An exact reproduction of all entries is expected.

────────────────────────────────────────

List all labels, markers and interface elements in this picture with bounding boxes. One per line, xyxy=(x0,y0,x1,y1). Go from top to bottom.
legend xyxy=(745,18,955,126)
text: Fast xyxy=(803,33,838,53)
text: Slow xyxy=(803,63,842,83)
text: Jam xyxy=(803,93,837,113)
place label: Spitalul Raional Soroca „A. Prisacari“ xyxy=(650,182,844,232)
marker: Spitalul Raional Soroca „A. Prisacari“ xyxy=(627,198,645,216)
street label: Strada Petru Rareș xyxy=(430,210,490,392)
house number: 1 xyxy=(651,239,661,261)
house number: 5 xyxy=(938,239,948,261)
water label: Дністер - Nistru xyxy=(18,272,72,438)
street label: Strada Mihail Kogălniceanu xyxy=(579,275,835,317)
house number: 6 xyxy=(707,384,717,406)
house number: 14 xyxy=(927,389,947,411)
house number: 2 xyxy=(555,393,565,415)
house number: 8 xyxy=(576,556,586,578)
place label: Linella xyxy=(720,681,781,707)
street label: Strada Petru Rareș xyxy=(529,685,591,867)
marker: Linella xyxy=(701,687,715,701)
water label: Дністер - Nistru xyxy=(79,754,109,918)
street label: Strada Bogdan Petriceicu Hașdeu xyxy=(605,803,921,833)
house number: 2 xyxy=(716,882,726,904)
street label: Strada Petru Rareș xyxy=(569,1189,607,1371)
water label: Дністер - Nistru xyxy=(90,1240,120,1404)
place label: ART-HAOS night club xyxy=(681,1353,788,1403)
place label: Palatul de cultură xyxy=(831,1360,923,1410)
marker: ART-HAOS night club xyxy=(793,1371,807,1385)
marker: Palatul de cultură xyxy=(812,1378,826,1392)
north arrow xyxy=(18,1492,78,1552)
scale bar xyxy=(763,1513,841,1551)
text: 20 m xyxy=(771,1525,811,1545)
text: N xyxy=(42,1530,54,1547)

────────────────────────────────────────

The completed task -
List all labels, markers and interface elements in this picture with bounding boxes. One per line, xyxy=(x0,y0,x1,y1). Go from top to bottom.
legend xyxy=(745,18,955,126)
text: Fast xyxy=(803,33,838,53)
text: Slow xyxy=(803,63,842,83)
text: Jam xyxy=(803,93,837,113)
place label: Spitalul Raional Soroca „A. Prisacari“ xyxy=(650,182,844,232)
marker: Spitalul Raional Soroca „A. Prisacari“ xyxy=(627,198,645,216)
street label: Strada Petru Rareș xyxy=(430,210,490,392)
house number: 1 xyxy=(651,239,661,261)
house number: 5 xyxy=(938,239,948,261)
water label: Дністер - Nistru xyxy=(18,272,72,438)
street label: Strada Mihail Kogălniceanu xyxy=(579,275,835,317)
house number: 6 xyxy=(707,384,717,406)
house number: 14 xyxy=(927,389,947,411)
house number: 2 xyxy=(555,393,565,415)
house number: 8 xyxy=(576,556,586,578)
place label: Linella xyxy=(720,681,781,707)
street label: Strada Petru Rareș xyxy=(529,685,591,867)
marker: Linella xyxy=(701,687,715,701)
water label: Дністер - Nistru xyxy=(79,754,109,918)
street label: Strada Bogdan Petriceicu Hașdeu xyxy=(605,803,921,833)
house number: 2 xyxy=(716,882,726,904)
street label: Strada Petru Rareș xyxy=(569,1189,607,1371)
water label: Дністер - Nistru xyxy=(90,1240,120,1404)
place label: ART-HAOS night club xyxy=(681,1353,788,1403)
place label: Palatul de cultură xyxy=(831,1360,923,1410)
marker: ART-HAOS night club xyxy=(793,1371,807,1385)
marker: Palatul de cultură xyxy=(812,1378,826,1392)
north arrow xyxy=(18,1492,78,1552)
scale bar xyxy=(763,1513,841,1551)
text: 20 m xyxy=(771,1525,811,1545)
text: N xyxy=(42,1530,54,1547)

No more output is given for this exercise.